__EXERCISE PROMPT__
Please keep the images out and set down the data exactly as given.

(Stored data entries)

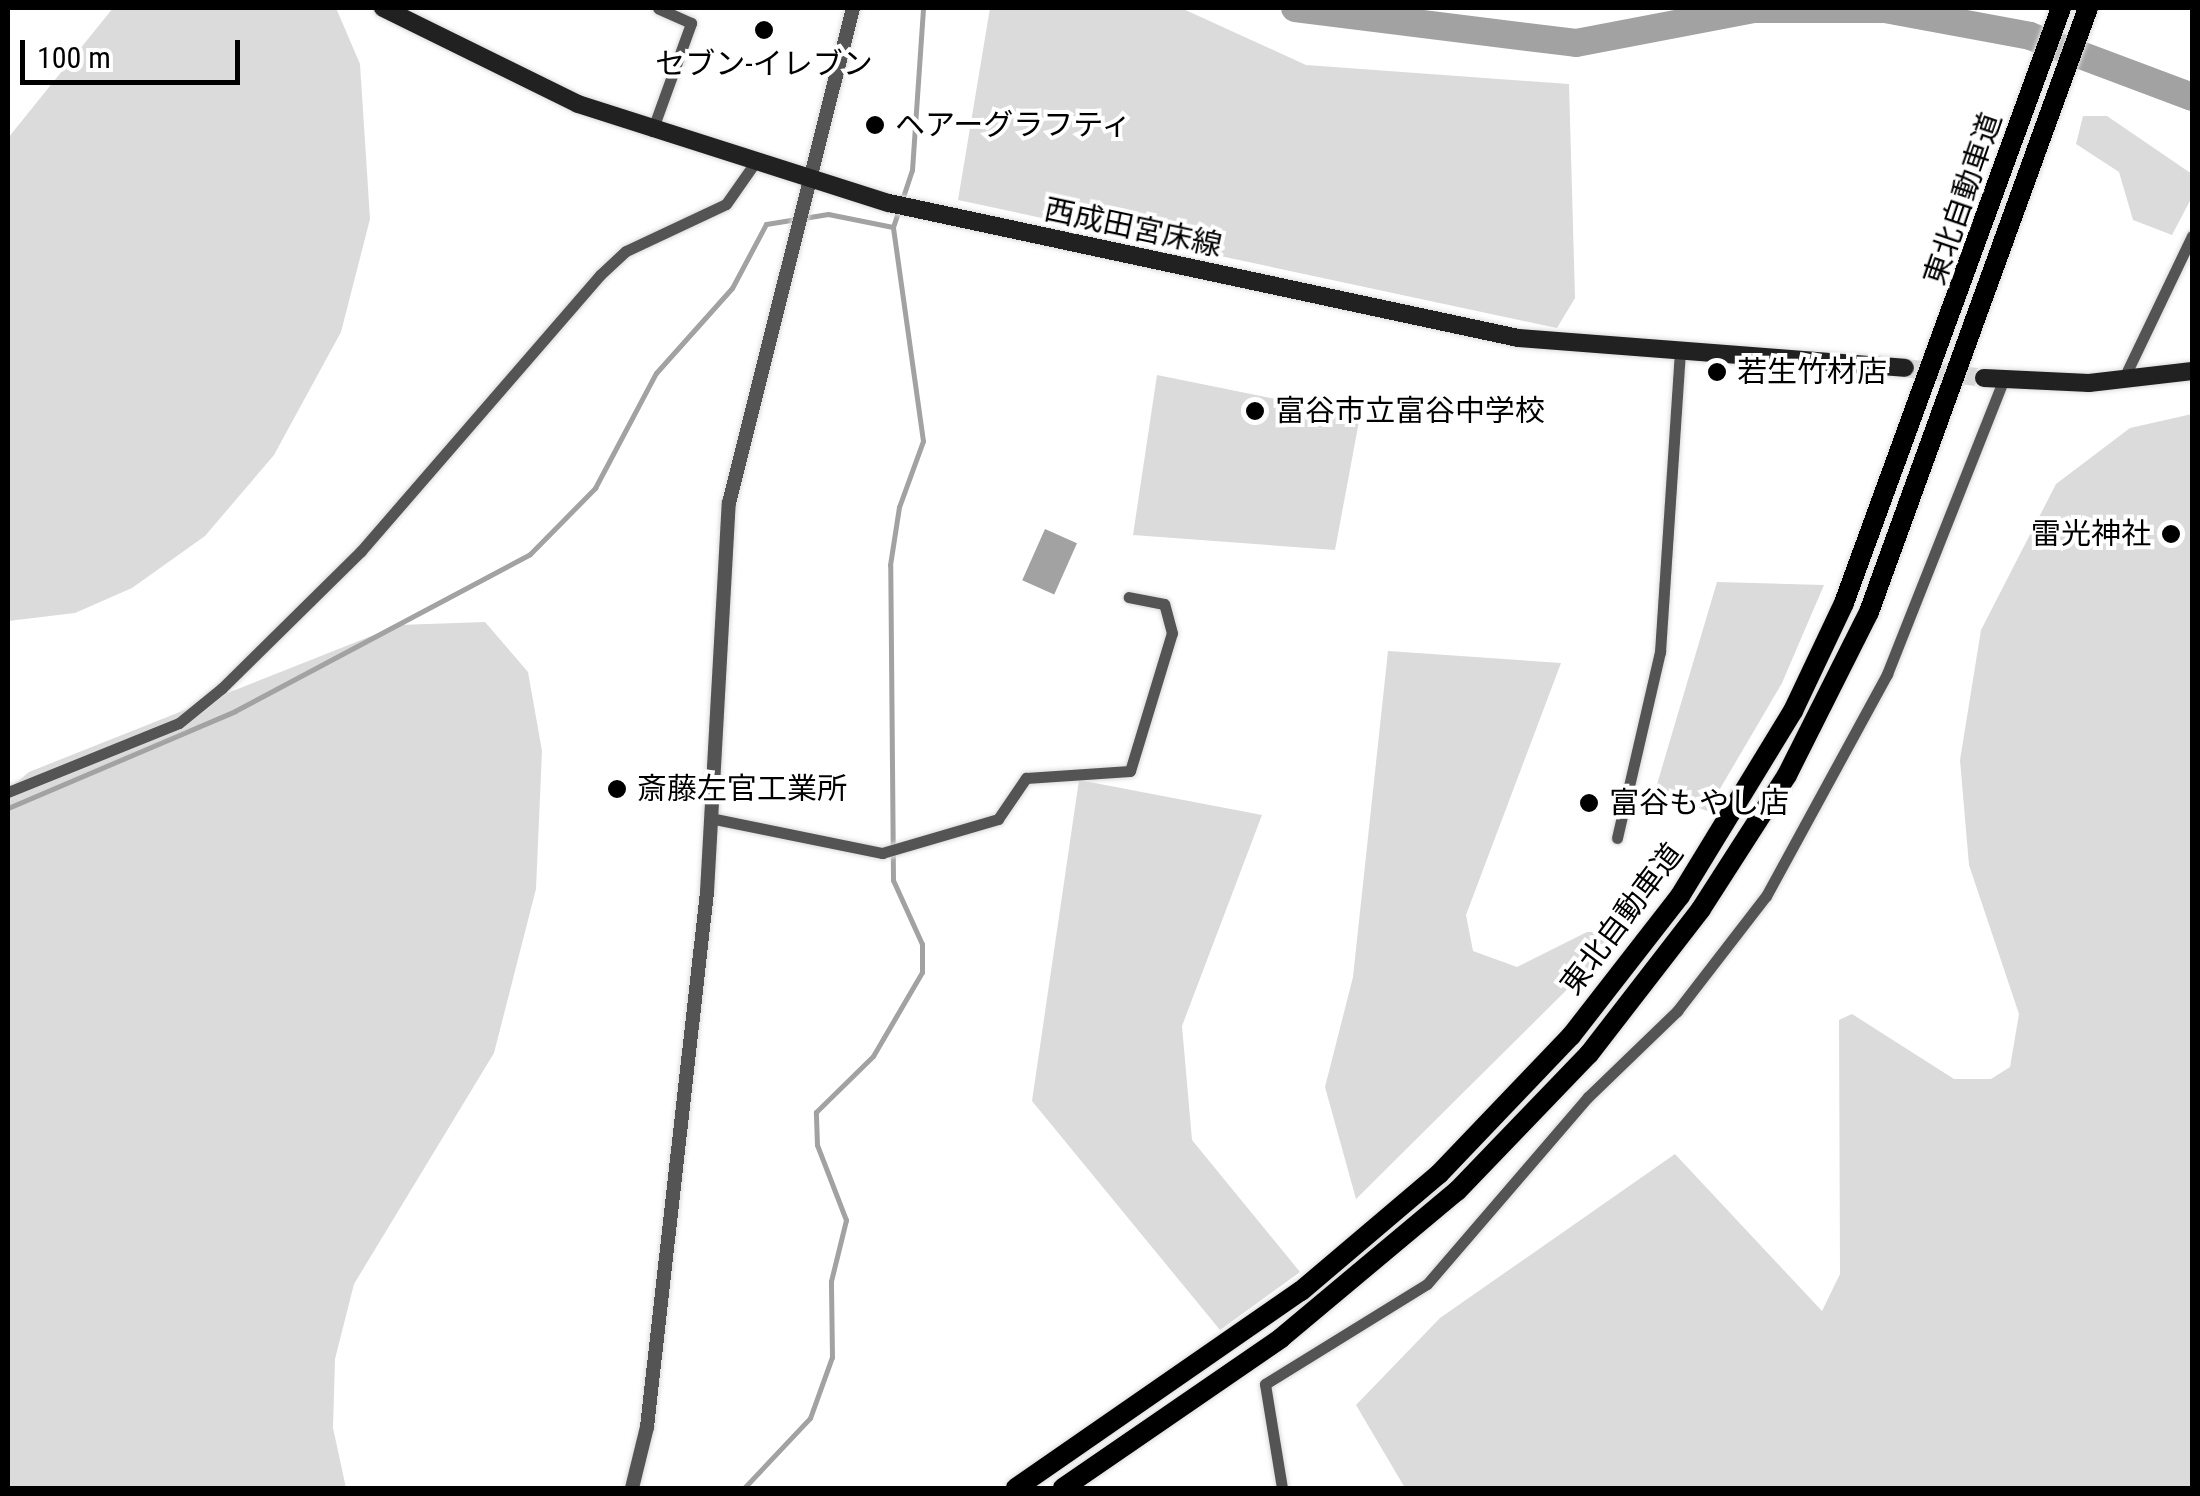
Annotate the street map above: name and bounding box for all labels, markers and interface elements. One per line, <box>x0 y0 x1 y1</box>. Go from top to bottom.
marker: セブン-イレブン <box>753 19 775 41</box>
scale bar <box>25 20 245 82</box>
text: 100 m <box>37 40 111 75</box>
place label: セブン-イレブン <box>655 46 873 82</box>
place label: ヘアーグラフティ <box>895 107 1133 143</box>
street label: 東北自動車道 <box>1917 108 2009 290</box>
marker: ヘアーグラフティ <box>864 114 886 136</box>
street label: 西成田宮床線 <box>1041 192 1225 264</box>
place label: 若生竹材店 <box>1737 354 1887 390</box>
marker: 若生竹材店 <box>1706 361 1728 383</box>
place label: 富谷市立富谷中学校 <box>1275 393 1545 429</box>
marker: 富谷市立富谷中学校 <box>1244 400 1266 422</box>
place label: 雷光神社 <box>2031 516 2151 552</box>
marker: 雷光神社 <box>2160 523 2182 545</box>
place label: 斎藤左官工業所 <box>637 771 847 807</box>
marker: 斎藤左官工業所 <box>606 778 628 800</box>
place label: 富谷もやし店 <box>1609 785 1789 821</box>
marker: 富谷もやし店 <box>1578 792 1600 814</box>
street label: 東北自動車道 <box>1553 836 1691 1002</box>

__TASK SOLUTION__
Annotate the street map above: name and bounding box for all labels, markers and interface elements. One per line, <box>x0 y0 x1 y1</box>. Go from top to bottom.
marker: セブン-イレブン <box>753 19 775 41</box>
scale bar <box>25 20 245 82</box>
text: 100 m <box>37 40 111 75</box>
place label: セブン-イレブン <box>655 46 873 82</box>
place label: ヘアーグラフティ <box>895 107 1133 143</box>
street label: 東北自動車道 <box>1917 108 2009 290</box>
marker: ヘアーグラフティ <box>864 114 886 136</box>
street label: 西成田宮床線 <box>1041 192 1225 264</box>
place label: 若生竹材店 <box>1737 354 1887 390</box>
marker: 若生竹材店 <box>1706 361 1728 383</box>
place label: 富谷市立富谷中学校 <box>1275 393 1545 429</box>
marker: 富谷市立富谷中学校 <box>1244 400 1266 422</box>
place label: 雷光神社 <box>2031 516 2151 552</box>
marker: 雷光神社 <box>2160 523 2182 545</box>
place label: 斎藤左官工業所 <box>637 771 847 807</box>
marker: 斎藤左官工業所 <box>606 778 628 800</box>
place label: 富谷もやし店 <box>1609 785 1789 821</box>
marker: 富谷もやし店 <box>1578 792 1600 814</box>
street label: 東北自動車道 <box>1553 836 1691 1002</box>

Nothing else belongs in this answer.